Record set:
════
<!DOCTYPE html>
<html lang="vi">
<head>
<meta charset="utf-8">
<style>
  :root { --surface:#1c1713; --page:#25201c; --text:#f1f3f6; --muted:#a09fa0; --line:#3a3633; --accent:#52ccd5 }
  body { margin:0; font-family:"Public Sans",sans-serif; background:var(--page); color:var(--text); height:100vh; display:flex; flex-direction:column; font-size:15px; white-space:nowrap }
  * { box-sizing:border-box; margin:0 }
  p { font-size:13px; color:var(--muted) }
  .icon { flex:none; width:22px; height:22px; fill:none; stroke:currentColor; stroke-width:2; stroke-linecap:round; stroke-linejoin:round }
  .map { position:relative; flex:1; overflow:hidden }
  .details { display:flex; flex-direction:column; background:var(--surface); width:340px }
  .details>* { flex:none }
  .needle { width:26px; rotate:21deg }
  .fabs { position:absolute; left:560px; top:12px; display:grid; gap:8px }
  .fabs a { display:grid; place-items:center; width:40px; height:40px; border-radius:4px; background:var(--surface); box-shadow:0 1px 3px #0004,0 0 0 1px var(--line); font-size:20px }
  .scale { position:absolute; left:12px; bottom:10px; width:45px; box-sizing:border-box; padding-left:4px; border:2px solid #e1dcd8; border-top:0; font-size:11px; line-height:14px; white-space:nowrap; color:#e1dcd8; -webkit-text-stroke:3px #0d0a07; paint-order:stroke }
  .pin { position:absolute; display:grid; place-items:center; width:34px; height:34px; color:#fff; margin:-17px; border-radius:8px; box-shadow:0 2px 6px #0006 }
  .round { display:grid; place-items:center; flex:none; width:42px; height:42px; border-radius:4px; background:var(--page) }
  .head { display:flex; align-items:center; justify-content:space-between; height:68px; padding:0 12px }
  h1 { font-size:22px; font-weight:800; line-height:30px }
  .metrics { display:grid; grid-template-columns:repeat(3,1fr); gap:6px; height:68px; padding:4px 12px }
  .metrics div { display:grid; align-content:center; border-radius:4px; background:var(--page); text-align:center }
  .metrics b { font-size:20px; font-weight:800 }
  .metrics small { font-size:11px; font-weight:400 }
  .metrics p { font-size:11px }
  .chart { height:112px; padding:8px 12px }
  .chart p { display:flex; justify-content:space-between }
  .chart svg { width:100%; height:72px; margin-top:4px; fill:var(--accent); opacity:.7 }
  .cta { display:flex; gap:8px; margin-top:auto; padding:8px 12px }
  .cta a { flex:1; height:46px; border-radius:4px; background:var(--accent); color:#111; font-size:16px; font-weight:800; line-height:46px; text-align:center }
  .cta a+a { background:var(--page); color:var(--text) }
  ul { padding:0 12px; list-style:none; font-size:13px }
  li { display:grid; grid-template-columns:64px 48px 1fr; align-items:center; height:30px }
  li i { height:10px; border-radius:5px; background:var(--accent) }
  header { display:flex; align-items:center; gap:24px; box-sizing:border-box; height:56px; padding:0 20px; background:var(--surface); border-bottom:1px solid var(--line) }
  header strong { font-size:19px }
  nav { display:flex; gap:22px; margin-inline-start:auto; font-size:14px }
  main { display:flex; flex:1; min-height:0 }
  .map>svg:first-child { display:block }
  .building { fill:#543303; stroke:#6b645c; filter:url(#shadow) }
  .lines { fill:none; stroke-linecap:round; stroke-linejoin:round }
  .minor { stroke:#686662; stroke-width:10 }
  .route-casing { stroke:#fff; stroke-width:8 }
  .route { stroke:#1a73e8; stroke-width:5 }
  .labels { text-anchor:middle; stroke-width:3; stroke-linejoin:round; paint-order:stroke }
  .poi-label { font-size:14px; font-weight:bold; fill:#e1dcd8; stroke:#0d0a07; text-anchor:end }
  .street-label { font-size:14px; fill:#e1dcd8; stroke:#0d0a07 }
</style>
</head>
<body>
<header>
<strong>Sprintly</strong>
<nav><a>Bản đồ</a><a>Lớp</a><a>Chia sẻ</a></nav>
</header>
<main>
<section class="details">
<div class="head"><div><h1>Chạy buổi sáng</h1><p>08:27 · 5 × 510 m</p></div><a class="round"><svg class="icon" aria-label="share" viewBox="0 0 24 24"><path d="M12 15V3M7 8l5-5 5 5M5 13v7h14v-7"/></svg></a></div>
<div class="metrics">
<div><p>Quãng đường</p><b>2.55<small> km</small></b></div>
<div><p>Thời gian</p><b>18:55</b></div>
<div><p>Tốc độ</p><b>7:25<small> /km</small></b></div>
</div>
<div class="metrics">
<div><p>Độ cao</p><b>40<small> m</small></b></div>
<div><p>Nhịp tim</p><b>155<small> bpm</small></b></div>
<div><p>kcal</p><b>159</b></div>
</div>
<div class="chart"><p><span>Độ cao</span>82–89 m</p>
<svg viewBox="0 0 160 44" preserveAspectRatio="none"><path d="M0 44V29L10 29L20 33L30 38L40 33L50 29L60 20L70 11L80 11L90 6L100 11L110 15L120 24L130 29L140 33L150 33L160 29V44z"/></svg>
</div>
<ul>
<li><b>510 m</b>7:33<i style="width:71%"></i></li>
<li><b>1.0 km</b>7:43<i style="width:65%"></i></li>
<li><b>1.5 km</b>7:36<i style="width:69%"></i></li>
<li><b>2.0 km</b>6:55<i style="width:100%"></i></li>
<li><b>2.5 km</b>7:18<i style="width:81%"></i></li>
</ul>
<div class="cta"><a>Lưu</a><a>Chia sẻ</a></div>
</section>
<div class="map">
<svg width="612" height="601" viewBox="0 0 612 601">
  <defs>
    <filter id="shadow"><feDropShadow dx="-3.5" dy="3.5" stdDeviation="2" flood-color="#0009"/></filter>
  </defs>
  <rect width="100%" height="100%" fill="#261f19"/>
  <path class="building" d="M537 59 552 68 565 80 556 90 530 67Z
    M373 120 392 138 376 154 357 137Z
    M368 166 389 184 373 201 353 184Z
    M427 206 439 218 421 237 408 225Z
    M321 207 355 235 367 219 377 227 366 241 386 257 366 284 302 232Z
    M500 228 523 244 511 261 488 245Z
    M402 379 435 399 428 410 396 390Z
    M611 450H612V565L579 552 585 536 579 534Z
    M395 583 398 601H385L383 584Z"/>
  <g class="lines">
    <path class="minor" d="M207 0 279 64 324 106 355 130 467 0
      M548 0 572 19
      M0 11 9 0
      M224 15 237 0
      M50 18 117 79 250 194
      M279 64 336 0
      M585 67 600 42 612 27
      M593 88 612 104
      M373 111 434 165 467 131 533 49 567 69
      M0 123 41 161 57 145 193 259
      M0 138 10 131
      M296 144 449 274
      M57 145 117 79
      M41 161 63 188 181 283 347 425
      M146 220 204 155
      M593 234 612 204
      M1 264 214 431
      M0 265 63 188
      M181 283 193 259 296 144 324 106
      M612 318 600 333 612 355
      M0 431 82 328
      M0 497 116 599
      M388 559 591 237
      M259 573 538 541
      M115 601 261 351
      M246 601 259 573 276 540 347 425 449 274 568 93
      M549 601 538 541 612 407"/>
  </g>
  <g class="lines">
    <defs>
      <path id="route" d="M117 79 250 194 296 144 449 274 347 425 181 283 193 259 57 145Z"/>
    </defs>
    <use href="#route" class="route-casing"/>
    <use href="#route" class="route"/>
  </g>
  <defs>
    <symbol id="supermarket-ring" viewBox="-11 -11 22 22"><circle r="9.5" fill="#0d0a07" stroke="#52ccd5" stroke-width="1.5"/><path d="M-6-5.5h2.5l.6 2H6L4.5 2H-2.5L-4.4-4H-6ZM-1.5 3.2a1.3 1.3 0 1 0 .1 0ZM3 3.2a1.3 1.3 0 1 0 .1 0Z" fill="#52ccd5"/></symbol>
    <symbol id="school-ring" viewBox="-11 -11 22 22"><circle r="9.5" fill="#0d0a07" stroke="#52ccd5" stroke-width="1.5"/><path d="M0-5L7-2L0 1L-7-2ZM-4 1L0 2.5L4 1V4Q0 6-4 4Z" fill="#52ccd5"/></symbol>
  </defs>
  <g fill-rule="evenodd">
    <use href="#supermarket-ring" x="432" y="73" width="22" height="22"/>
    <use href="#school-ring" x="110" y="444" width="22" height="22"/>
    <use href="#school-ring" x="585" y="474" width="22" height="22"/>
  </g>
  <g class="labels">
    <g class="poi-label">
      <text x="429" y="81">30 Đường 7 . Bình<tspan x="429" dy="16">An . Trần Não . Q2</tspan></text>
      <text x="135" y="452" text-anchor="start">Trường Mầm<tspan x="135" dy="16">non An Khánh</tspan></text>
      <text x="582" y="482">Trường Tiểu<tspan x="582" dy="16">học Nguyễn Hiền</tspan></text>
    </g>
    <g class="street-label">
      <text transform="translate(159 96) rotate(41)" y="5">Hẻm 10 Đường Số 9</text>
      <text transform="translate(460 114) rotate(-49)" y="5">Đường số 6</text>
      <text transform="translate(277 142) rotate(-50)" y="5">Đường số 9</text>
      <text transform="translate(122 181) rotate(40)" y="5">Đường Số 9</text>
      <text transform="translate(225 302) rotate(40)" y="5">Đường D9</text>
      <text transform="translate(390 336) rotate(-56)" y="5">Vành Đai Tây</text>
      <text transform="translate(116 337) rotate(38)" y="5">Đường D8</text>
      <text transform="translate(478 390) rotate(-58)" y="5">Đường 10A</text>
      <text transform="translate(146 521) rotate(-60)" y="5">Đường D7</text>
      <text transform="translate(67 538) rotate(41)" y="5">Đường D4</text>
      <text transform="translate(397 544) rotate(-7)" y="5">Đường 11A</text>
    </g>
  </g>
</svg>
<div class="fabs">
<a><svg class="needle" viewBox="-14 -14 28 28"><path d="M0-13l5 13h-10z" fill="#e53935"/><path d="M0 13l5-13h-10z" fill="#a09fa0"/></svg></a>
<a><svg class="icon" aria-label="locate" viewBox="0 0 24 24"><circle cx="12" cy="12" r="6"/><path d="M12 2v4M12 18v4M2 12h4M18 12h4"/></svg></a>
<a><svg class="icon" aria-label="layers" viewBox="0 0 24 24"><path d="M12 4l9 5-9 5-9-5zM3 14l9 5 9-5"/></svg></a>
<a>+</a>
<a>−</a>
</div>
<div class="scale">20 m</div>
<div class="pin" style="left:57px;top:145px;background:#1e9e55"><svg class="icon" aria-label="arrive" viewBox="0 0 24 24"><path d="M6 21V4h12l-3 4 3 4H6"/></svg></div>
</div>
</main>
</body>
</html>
════
Exercise prompt: Reproduce the lines of the entries above from the one with "position:absolute; left:12px; bottom:10px;" to the one with "display:flex; align-items:center; justify-content:space-between;", both included, exactly and without any other line.

Task output:
  .scale { position:absolute; left:12px; bottom:10px; width:45px; box-sizing:border-box; padding-left:4px; border:2px solid #e1dcd8; border-top:0; font-size:11px; line-height:14px; white-space:nowrap; color:#e1dcd8; -webkit-text-stroke:3px #0d0a07; paint-order:stroke }
  .pin { position:absolute; display:grid; place-items:center; width:34px; height:34px; color:#fff; margin:-17px; border-radius:8px; box-shadow:0 2px 6px #0006 }
  .round { display:grid; place-items:center; flex:none; width:42px; height:42px; border-radius:4px; background:var(--page) }
  .head { display:flex; align-items:center; justify-content:space-between; height:68px; padding:0 12px }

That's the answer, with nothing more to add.